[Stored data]

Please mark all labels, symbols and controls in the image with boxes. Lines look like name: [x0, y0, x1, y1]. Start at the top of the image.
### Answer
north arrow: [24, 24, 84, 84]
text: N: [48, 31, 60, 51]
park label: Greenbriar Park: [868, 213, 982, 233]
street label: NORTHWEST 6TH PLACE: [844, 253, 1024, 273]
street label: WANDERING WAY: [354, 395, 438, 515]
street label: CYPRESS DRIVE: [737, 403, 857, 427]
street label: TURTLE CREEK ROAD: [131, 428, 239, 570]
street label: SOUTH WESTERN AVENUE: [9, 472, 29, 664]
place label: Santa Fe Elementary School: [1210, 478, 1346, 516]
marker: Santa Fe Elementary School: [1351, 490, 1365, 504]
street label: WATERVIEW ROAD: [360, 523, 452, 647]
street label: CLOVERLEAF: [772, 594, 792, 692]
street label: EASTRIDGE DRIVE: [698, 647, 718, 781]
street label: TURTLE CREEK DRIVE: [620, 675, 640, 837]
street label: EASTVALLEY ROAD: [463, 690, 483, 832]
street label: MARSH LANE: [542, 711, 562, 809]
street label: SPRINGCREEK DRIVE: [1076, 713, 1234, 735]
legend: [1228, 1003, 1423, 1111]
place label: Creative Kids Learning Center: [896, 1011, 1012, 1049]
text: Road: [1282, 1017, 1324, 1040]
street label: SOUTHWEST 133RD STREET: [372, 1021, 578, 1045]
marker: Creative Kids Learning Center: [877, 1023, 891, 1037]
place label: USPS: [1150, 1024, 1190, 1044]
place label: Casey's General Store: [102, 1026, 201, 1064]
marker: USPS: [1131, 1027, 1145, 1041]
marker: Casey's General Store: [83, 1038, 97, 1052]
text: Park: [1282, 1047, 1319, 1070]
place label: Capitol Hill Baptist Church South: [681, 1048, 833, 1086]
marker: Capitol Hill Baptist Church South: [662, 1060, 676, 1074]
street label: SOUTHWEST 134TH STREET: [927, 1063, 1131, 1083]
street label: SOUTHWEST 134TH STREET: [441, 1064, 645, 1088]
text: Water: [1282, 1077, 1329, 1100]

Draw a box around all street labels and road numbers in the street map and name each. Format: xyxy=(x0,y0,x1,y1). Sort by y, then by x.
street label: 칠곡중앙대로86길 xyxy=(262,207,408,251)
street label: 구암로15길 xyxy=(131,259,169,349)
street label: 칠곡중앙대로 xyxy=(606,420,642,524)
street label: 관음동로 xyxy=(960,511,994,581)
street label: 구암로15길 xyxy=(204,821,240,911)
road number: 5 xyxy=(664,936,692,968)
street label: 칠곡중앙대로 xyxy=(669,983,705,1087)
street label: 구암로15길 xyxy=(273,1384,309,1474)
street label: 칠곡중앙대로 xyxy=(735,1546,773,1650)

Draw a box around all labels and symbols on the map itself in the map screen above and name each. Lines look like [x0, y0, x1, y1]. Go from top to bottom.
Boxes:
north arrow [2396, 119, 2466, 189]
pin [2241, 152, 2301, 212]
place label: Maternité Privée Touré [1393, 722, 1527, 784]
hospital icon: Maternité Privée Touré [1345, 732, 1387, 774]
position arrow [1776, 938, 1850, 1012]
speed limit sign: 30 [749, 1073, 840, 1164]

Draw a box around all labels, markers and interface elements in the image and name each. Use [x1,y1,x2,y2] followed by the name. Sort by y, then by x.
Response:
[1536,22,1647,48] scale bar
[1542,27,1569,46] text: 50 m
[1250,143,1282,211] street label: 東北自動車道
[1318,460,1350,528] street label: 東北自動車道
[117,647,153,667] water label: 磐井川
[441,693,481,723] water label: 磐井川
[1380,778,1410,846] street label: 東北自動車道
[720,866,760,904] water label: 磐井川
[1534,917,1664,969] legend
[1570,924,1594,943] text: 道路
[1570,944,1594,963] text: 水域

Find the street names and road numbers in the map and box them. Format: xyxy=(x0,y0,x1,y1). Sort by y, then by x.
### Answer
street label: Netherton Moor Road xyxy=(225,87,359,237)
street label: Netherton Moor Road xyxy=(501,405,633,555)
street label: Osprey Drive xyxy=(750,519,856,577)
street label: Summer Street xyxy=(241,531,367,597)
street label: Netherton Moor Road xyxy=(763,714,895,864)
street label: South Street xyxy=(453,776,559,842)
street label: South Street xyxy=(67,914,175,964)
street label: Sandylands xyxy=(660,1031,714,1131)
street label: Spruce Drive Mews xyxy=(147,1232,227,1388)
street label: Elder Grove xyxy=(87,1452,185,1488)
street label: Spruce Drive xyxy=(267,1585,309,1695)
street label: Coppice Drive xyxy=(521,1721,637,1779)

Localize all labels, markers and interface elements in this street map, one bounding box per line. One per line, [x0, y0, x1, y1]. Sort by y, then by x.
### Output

> _Aim of the exercise_:
When you reach this point, go back and write out each record above exactly.

> _Solved problem_:
Please mark all labels, symbols and controls in the image with boxes. Lines look like name: [x0, y0, x1, y1]. Start at the top of the image.
### Answer
north arrow: [24, 24, 84, 84]
text: N: [48, 31, 60, 51]
park label: Greenbriar Park: [868, 213, 982, 233]
street label: NORTHWEST 6TH PLACE: [844, 253, 1024, 273]
street label: WANDERING WAY: [354, 395, 438, 515]
street label: CYPRESS DRIVE: [737, 403, 857, 427]
street label: TURTLE CREEK ROAD: [131, 428, 239, 570]
street label: SOUTH WESTERN AVENUE: [9, 472, 29, 664]
place label: Santa Fe Elementary School: [1210, 478, 1346, 516]
marker: Santa Fe Elementary School: [1351, 490, 1365, 504]
street label: WATERVIEW ROAD: [360, 523, 452, 647]
street label: CLOVERLEAF: [772, 594, 792, 692]
street label: EASTRIDGE DRIVE: [698, 647, 718, 781]
street label: TURTLE CREEK DRIVE: [620, 675, 640, 837]
street label: EASTVALLEY ROAD: [463, 690, 483, 832]
street label: MARSH LANE: [542, 711, 562, 809]
street label: SPRINGCREEK DRIVE: [1076, 713, 1234, 735]
legend: [1228, 1003, 1423, 1111]
place label: Creative Kids Learning Center: [896, 1011, 1012, 1049]
text: Road: [1282, 1017, 1324, 1040]
street label: SOUTHWEST 133RD STREET: [372, 1021, 578, 1045]
marker: Creative Kids Learning Center: [877, 1023, 891, 1037]
place label: USPS: [1150, 1024, 1190, 1044]
place label: Casey's General Store: [102, 1026, 201, 1064]
marker: USPS: [1131, 1027, 1145, 1041]
marker: Casey's General Store: [83, 1038, 97, 1052]
text: Park: [1282, 1047, 1319, 1070]
place label: Capitol Hill Baptist Church South: [681, 1048, 833, 1086]
marker: Capitol Hill Baptist Church South: [662, 1060, 676, 1074]
street label: SOUTHWEST 134TH STREET: [927, 1063, 1131, 1083]
street label: SOUTHWEST 134TH STREET: [441, 1064, 645, 1088]
text: Water: [1282, 1077, 1329, 1100]

Draw a box around all street labels and road numbers in the street map and name each. Format: xyxy=(x0,y0,x1,y1). Sort by y, then by x.
street label: 칠곡중앙대로86길 xyxy=(262,207,408,251)
street label: 구암로15길 xyxy=(131,259,169,349)
street label: 칠곡중앙대로 xyxy=(606,420,642,524)
street label: 관음동로 xyxy=(960,511,994,581)
street label: 구암로15길 xyxy=(204,821,240,911)
road number: 5 xyxy=(664,936,692,968)
street label: 칠곡중앙대로 xyxy=(669,983,705,1087)
street label: 구암로15길 xyxy=(273,1384,309,1474)
street label: 칠곡중앙대로 xyxy=(735,1546,773,1650)

Draw a box around all labels and symbols on the map itself in the map screen above and name each. Lines look like [x0, y0, x1, y1]. Go from top to bottom.
Boxes:
north arrow [2396, 119, 2466, 189]
pin [2241, 152, 2301, 212]
place label: Maternité Privée Touré [1393, 722, 1527, 784]
hospital icon: Maternité Privée Touré [1345, 732, 1387, 774]
position arrow [1776, 938, 1850, 1012]
speed limit sign: 30 [749, 1073, 840, 1164]

Draw a box around all labels, markers and interface elements in the image and name each. Use [x1,y1,x2,y2] followed by the name. Sort by y, then by x.
Response:
[1536,22,1647,48] scale bar
[1542,27,1569,46] text: 50 m
[1250,143,1282,211] street label: 東北自動車道
[1318,460,1350,528] street label: 東北自動車道
[117,647,153,667] water label: 磐井川
[441,693,481,723] water label: 磐井川
[1380,778,1410,846] street label: 東北自動車道
[720,866,760,904] water label: 磐井川
[1534,917,1664,969] legend
[1570,924,1594,943] text: 道路
[1570,944,1594,963] text: 水域

Find the street names and road numbers in the map and box them. Format: xyxy=(x0,y0,x1,y1). Sort by y, then by x.
### Answer
street label: Netherton Moor Road xyxy=(225,87,359,237)
street label: Netherton Moor Road xyxy=(501,405,633,555)
street label: Osprey Drive xyxy=(750,519,856,577)
street label: Summer Street xyxy=(241,531,367,597)
street label: Netherton Moor Road xyxy=(763,714,895,864)
street label: South Street xyxy=(453,776,559,842)
street label: South Street xyxy=(67,914,175,964)
street label: Sandylands xyxy=(660,1031,714,1131)
street label: Spruce Drive Mews xyxy=(147,1232,227,1388)
street label: Elder Grove xyxy=(87,1452,185,1488)
street label: Spruce Drive xyxy=(267,1585,309,1695)
street label: Coppice Drive xyxy=(521,1721,637,1779)

Localize all labels, markers and interface elements in this street map, one bounding box per line. One per line, [x0, y0, x1, y1]. Sort by y, then by x.
### Output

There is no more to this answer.